Samhain is the Celtic name for the holiday celebrated on October 31. It is pronounced “sow-when” and means summer’s end. Euro-centric traditions of generations past were very agriculturally based. Summer’s End marked the third and final harvest – gourds.
The idea of farm or fork was not a cool or sexy term. It was simply life. This practical way had a very spiritual base. It was founded on reverence and appreciation – the basis of thanksgiving itself.
They also believed, as many people still do, that Samahin was a time when the veil between living and dead, fantasy and real, was at it’s thinnest. In this place between the world is where the magic or mischief takes place. Navajo stories tell that coyote was created at the point that dawn first met the earth – this magical, elusive trickster lives outside of time. Like Hallow’een, this is the moment of elusive shadow. Halloween is like the twilight of the year.
There is much to learn from the shadows that we ignore through the year. Coyote will invite us to look at situations with a humongous dose of comedy and a bit of self-depreciation – if only to gain a new perspective.
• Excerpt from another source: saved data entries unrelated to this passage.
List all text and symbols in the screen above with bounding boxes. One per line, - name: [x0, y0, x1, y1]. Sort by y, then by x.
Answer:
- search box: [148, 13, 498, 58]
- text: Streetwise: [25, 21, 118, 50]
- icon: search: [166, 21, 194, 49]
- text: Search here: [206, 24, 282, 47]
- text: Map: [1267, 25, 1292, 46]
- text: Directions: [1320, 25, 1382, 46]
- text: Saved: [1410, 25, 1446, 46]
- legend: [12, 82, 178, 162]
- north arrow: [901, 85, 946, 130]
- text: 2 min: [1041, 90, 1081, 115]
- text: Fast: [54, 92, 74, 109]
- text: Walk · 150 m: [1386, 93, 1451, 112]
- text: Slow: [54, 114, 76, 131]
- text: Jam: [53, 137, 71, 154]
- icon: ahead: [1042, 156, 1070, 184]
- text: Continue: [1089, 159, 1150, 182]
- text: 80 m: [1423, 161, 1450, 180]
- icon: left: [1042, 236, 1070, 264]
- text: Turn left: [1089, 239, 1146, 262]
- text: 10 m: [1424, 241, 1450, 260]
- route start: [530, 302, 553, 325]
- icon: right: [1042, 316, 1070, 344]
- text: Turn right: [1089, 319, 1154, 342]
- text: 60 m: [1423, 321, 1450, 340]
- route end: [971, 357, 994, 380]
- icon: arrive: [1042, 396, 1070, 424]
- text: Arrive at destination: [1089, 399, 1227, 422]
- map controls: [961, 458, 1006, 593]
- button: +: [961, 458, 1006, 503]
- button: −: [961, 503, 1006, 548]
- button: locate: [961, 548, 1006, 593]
What is magick? Nothing more or less than a suspension of disbelief to allow space for the miraculous. In this glorious moment we feel amazed by life itself and connected to all that is just a little bit deeper. Whether that connection is about the harvest, some one has recently crossed or a desire to connect with your shadow self – the side of you that you are more than reticent to showcase.. Hallows or Samhain carves out the space for you to try on a new face.